• Too many young children are using too much toothpaste, increasing their risk of streaky or splotchy teeth when they get older, according to a government survey released on Thursday.
• About 40% of children aged three to six used a brush that was full or half-full of toothpaste, even though experts recommend no more than a pea-sized amount, the study found.
• The Centers for Disease Control and Prevention based their findings on a survey of parents of more than 5,000 children aged 3 to 15.
• But the amount is important. Children under 3 are only supposed to use a smear of toothpaste the size of a grain of rice. Kids 3 to 6 are supposed to keep it to a pea-sized amount.
• “Fluoride is a wonderful benefit but it needs to be used carefully,” said Dr. Mary Hayes, a pediatric dentist in Chicago.
• Young kids may push for independence in brushing their teeth, but kids’ toothpaste tastes sweet.
• “You don’t want them eating it like food,” Dr. Hayes said. “We want the parent to be in charge of the toothbrush and the toothpaste.”
• Fluoride is a mineral found in water and soil.
• More than 70 years ago, scientists discovered that people whose drinking water naturally had more fluoride also had fewer cavities.
• That led to efforts to add fluoride to tap water, toothpaste, mouthwash and other products. Experts say fluoride had helped drive down rates of tooth decay in U.S. teens and adults.
• But too much fluoride when teeth are forming can lead to tooth streaking or spottiness known as dental fluorosis.

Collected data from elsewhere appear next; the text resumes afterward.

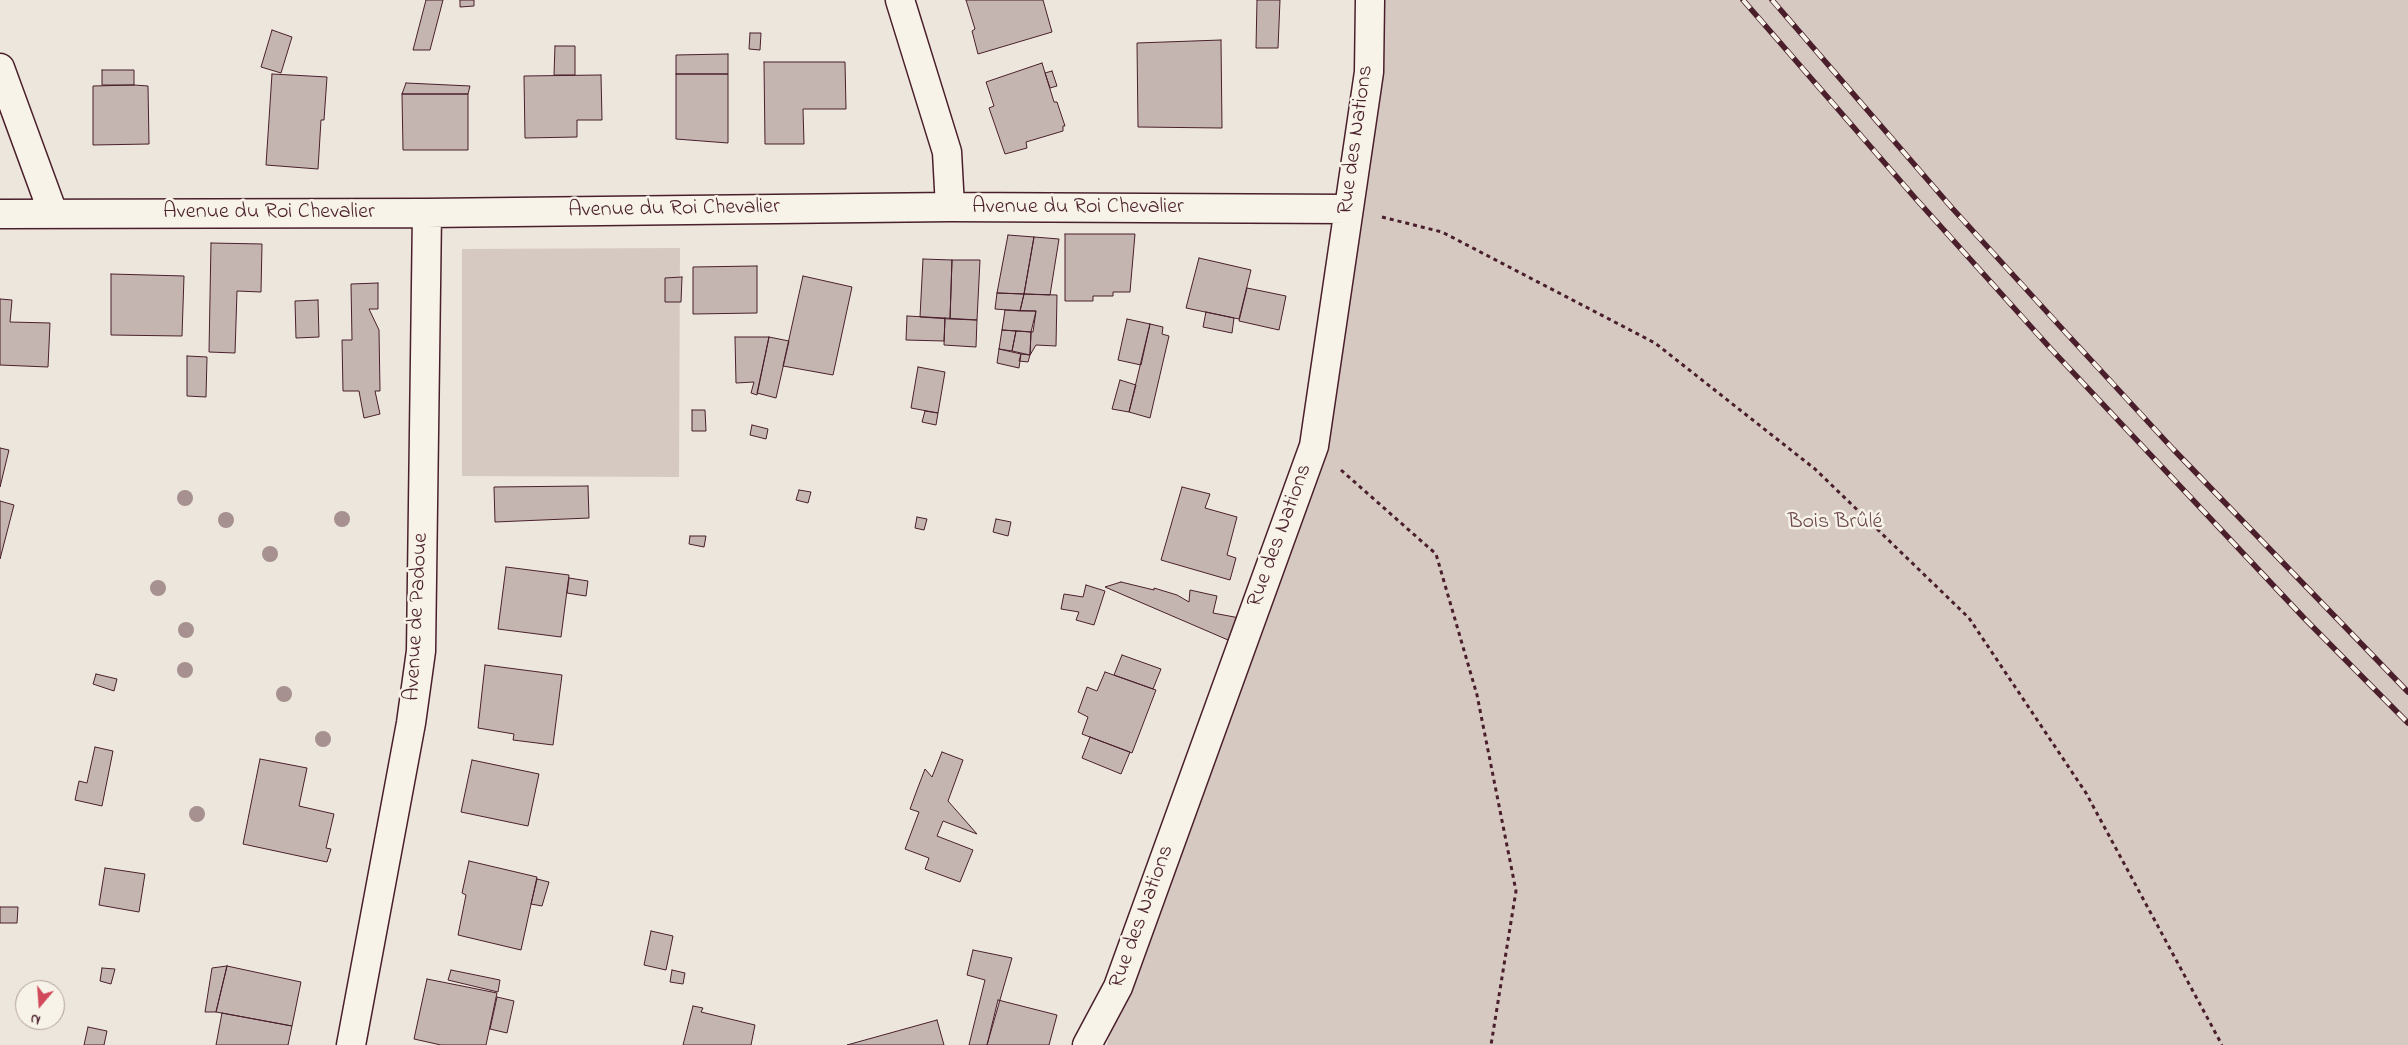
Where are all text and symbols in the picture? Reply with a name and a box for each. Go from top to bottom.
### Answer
street label: Rue des Nations [1333,64,1381,216]
street label: Avenue du Roi Chevalier [568,195,780,225]
street label: Avenue du Roi Chevalier [972,195,1184,221]
street label: Avenue du Roi Chevalier [163,200,375,226]
street label: Rue des Nations [1243,461,1319,611]
park label: Bois Brûlé [1788,510,1882,536]
street label: Avenue de Padoue [400,532,436,702]
street label: Rue des Nations [1105,842,1181,992]
north arrow [15,980,65,1030]
text: N [28,1007,43,1030]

• In extreme cases, teeth can be pitted by the mineral, though many cases are so mild only dentists notice it.
• Past studies have suggested fluorosis has been increasing for at least three decades, and can affect as many as 2 out of 5 adolescents.
• The new study did not follow the kids through time or try to determine how many developed streaked or spotty teeth as a result of using too much toothpaste.